Fortunately for the global moment we find ourselves in, there are a wide range of experts, leaders, and advocates who have been working on finding and scaling these types of climate solutions – which advance clean technology, reduce air pollution and associated illness, create jobs, and address climate change – for a number of years. These solutions are widely available, and the Hewlett Foundation has made them a major focus of its Climate Initiative from the beginning.

Our work to clean up the transportation sector must continue, because transportation is the largest source of energy-related greenhouse gas emissions in the US and Europe, and the fastest-growing source in China and India.[2] While our early work was hampered by the lack of a viable pathway to achieve zero carbon emissions road freight, changes over the last several years in technology and political economy have created new opportunities.

The key technological development over the last few years is the enormous reduction in the cost of vehicle battery packs — down 80% over the last eight years. This drop in prices means many types of electric trucks are cost competitive on a total cost-of-ownership basis. In addition, there has been a greater public demand for cleaner air — developments that convinced regulators in California, China and Europe to propose new rules that would require a greater share of zero-emissions trucks to be sold in their jurisdictions.

Our zero-emissions road freight strategy — developed with input from many funders, NGOs, experts, policymakers, shippers and others — is intended to capitalize on these opportunities of the last several years. Hewlett is committing ~$7M per year for the next five years to this strategy. But the estimated philanthropic funding needed to make rapid progress on zero-emission road freight is more than ten times that amount. We will work closely with our philanthropic partners to mobilize the necessary resources.

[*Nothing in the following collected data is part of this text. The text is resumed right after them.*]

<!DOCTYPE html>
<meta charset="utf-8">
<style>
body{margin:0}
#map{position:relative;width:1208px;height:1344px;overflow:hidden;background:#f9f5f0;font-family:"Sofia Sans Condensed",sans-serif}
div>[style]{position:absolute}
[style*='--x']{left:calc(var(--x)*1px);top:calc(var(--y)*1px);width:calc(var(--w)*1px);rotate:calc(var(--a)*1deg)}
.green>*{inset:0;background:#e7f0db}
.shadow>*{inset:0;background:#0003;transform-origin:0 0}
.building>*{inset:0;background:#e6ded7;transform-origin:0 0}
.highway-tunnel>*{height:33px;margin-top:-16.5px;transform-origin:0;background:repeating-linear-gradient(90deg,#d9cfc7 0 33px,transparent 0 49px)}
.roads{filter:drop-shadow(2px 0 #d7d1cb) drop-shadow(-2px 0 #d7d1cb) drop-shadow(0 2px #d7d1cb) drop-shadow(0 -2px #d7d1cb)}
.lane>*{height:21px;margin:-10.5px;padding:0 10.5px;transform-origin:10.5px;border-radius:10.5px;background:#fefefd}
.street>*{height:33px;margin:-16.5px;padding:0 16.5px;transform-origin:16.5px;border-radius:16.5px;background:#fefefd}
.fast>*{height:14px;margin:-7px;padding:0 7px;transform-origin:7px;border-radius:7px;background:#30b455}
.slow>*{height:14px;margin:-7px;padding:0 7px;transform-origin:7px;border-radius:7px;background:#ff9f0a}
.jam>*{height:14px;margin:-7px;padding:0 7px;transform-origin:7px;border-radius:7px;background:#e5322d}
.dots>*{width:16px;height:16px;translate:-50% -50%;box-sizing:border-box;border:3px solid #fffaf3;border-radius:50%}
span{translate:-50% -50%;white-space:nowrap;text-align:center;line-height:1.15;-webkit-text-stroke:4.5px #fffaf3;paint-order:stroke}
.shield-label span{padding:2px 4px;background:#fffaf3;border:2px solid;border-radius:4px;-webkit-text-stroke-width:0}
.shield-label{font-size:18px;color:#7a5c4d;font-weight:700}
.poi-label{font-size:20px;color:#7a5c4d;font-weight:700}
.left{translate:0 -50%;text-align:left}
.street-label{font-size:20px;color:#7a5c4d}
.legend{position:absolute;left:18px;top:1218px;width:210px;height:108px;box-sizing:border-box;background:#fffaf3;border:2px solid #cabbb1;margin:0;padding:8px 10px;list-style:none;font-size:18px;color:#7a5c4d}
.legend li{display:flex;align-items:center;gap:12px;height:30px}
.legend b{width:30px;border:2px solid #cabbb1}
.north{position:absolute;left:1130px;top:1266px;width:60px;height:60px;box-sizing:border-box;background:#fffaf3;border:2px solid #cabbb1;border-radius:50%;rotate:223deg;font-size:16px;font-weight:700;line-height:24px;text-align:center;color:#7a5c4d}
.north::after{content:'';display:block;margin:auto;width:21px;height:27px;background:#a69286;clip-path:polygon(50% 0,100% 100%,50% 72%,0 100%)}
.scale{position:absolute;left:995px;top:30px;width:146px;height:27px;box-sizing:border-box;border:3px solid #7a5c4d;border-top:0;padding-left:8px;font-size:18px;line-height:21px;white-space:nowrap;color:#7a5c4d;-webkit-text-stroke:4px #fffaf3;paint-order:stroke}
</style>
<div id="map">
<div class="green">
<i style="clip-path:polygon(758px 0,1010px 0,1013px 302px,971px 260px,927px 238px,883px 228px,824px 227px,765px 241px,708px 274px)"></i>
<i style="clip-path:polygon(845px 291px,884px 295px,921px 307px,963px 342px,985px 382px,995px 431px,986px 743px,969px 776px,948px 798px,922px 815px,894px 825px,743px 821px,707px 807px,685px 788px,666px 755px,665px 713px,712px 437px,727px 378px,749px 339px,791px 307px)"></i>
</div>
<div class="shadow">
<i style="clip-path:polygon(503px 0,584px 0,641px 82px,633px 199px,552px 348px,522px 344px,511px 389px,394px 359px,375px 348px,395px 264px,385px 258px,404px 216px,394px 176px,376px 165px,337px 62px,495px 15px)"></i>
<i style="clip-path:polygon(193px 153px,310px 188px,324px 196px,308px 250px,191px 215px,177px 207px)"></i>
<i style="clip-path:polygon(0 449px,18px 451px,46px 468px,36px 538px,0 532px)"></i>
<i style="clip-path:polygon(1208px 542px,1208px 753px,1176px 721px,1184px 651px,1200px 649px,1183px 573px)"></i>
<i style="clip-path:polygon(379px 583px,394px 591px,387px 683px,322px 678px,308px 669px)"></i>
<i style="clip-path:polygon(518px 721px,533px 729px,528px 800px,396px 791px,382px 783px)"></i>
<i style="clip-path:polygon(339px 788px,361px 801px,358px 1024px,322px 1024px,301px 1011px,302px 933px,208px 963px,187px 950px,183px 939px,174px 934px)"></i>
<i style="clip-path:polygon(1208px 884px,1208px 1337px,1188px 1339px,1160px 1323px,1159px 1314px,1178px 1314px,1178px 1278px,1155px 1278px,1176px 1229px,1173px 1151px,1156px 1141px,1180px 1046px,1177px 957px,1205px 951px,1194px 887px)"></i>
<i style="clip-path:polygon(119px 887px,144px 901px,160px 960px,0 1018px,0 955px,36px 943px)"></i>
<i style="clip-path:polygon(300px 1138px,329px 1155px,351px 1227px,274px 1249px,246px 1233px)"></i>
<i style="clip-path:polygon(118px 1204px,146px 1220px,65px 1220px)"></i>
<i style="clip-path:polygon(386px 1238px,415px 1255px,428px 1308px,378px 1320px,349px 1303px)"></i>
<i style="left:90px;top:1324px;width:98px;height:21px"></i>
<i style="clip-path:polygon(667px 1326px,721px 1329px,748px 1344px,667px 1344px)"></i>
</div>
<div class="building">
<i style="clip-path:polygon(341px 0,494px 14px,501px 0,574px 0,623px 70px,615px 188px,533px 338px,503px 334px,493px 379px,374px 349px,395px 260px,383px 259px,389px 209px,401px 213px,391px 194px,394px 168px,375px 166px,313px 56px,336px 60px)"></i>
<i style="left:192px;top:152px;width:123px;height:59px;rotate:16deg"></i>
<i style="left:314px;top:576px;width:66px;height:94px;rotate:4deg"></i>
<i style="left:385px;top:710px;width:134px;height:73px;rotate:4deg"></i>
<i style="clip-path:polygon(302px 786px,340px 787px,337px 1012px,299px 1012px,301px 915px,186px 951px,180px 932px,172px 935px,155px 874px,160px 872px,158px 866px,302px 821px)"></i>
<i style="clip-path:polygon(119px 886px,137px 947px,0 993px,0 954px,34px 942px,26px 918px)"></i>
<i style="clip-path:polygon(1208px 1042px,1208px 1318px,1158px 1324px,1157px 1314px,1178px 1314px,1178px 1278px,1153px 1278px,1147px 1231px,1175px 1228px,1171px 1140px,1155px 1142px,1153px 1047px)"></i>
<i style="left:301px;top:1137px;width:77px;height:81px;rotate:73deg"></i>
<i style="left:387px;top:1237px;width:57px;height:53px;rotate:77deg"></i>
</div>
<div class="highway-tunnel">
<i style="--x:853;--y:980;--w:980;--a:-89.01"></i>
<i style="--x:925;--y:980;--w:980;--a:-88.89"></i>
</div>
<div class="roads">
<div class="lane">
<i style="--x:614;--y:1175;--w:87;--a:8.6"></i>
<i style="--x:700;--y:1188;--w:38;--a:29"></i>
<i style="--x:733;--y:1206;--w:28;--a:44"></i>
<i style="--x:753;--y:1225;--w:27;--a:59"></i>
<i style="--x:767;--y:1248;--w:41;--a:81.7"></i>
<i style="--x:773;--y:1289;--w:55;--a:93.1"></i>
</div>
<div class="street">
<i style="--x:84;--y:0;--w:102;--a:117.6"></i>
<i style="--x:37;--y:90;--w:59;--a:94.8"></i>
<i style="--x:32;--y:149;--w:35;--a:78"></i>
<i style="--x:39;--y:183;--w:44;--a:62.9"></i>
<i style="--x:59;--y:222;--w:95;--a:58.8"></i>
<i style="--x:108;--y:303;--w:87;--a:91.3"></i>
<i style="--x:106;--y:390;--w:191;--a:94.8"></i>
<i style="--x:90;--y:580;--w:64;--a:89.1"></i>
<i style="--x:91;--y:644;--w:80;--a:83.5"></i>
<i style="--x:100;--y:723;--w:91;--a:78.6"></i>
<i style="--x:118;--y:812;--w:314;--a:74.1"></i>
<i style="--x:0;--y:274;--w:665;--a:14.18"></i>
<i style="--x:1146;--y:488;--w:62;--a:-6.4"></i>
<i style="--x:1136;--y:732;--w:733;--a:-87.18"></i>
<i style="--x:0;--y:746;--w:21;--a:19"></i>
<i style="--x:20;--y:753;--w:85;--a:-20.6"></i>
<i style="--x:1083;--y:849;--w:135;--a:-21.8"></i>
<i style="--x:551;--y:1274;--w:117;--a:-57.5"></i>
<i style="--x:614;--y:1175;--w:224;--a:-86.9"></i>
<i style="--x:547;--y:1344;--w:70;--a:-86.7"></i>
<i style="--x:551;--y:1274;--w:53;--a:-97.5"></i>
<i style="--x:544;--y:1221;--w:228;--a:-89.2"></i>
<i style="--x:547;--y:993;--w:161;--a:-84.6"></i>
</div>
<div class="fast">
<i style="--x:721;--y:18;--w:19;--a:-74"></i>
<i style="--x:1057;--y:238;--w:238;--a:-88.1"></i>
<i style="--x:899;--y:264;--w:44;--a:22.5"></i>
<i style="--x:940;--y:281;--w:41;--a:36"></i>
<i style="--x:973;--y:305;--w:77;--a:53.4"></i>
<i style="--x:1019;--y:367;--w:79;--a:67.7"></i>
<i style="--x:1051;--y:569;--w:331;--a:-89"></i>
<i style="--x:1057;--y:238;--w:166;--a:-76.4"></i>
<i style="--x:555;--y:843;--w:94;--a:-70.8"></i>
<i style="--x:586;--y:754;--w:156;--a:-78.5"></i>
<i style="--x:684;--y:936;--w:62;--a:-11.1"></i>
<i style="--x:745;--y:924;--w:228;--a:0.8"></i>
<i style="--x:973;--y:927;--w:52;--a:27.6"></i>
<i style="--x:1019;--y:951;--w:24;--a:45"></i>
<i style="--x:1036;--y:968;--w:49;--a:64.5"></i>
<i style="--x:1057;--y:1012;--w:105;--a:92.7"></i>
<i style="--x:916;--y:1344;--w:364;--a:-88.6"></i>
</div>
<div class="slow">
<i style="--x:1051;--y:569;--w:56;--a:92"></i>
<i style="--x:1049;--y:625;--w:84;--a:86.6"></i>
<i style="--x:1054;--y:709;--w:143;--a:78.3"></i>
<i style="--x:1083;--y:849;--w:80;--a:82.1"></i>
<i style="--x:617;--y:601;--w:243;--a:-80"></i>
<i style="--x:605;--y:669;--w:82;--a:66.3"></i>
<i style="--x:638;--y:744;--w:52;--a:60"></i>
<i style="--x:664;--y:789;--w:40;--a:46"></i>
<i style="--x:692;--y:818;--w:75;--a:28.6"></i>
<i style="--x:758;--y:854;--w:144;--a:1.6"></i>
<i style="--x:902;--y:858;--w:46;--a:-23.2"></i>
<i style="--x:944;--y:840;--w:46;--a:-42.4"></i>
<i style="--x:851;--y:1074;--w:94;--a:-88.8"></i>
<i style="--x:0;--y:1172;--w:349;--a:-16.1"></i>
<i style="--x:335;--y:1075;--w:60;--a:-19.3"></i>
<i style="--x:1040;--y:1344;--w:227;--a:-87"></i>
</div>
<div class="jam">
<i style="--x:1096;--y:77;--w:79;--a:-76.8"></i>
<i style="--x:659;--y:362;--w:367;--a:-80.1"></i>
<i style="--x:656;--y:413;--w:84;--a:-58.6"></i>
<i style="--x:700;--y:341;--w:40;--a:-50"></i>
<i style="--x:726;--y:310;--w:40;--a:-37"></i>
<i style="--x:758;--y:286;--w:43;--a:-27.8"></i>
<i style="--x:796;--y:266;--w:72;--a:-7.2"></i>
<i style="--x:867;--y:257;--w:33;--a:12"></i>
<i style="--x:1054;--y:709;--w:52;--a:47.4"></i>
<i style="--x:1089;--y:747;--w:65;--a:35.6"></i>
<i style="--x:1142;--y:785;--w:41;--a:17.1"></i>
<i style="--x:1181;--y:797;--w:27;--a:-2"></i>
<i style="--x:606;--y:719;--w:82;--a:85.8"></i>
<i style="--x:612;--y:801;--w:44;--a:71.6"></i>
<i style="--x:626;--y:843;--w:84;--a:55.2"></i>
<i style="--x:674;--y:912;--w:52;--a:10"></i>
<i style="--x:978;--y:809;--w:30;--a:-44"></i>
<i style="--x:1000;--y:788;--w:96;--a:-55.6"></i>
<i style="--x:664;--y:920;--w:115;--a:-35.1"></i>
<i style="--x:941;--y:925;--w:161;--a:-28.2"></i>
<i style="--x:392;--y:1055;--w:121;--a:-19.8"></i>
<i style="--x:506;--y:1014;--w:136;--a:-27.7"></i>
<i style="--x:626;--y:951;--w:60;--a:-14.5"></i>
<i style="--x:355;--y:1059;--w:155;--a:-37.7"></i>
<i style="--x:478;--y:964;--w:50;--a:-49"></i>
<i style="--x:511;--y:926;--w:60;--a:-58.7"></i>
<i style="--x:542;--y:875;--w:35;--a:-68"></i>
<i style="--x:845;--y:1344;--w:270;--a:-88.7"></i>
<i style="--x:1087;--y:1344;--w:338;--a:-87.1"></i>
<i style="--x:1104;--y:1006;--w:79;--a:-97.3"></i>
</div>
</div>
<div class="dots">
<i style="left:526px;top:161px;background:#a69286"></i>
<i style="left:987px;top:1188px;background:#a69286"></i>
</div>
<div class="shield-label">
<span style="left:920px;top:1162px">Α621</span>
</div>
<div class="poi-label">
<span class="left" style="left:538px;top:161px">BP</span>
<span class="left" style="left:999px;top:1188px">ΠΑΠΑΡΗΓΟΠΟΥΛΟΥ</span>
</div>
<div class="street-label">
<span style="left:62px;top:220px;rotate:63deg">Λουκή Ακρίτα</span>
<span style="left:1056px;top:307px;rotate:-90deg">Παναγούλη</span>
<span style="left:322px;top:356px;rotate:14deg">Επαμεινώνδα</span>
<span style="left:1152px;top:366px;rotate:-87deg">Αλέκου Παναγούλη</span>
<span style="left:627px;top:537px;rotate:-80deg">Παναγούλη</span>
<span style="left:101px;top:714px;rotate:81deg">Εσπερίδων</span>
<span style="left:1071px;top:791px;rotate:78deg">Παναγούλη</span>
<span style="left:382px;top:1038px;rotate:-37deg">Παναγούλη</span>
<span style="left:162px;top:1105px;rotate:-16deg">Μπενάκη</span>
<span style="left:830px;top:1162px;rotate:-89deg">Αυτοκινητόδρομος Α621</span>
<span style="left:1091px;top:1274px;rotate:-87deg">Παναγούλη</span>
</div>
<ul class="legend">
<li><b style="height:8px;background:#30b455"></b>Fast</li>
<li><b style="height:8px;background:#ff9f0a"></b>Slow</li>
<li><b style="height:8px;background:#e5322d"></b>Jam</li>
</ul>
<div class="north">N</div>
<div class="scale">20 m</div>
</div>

In this strategy, we prioritize the US, Europe, China and India with the goal of reducing road freight emissions by 75% in these regions by 2050. If this goal is achieved, it would reduce deaths in these regions caused by air pollutant emissions from trucks by 100,000 per year. Our funding will support work in the following categories to make progress toward our ambitious goal:

  • Increase the share of zero-emission freight trucks on the road like we have seen in the last 3 years in Shenzhen, China, where the electric delivery truck fleet grew from 0 to 60,000.
  • Scale charging/fueling infrastructure and zero emission fuels (primarily electricity and hydrogen). The Volvo LIGHTS project is deploying 75 truck chargers in the greater Los Angeles area in a pilot that is intended to draw lessons for scaling up charging infrastructure.
  • Build broad and deep coalitions to champion zero emission freight and protect hard-fought victories for the long-run. An example is the Moving Forward Network, a 50 member national network that centers grassroots, frontline-community knowledge to advance solutions for zero emission freight.

In each of these categories, we see the following elements as key to success: 

  • We intend to elevate the voices of frontline communities who bear the brunt of diesel pollution as they live near freight corridors or near ports. Their voices are critical in all policy dialogues. Such an approach is integral to securing resilient, long-term progress on zero-emission freight. 
  • Our grantees will aim to build strong business allies among freight shippers, big retailers and others who are customers and users of trucks. 
  • We see strategic communications, both proactive and defensive, as fundamental to long-term success. And finally, we will work collaboratively with philanthropic partners in order to scale the funding to at least $75M per year.

The COVID-19 epidemic thus presents both challenges and new, unforeseen needs in the implementation of our new strategy. As the pandemic crisis evolves, we know we’ll need to rethink details of the strategy and be prepared to reorder priorities to adapt to new needs. I invite our partners to help us adapt this strategy, and I promise we will remain flexible in our grantmaking with respect to your goals and theories of change.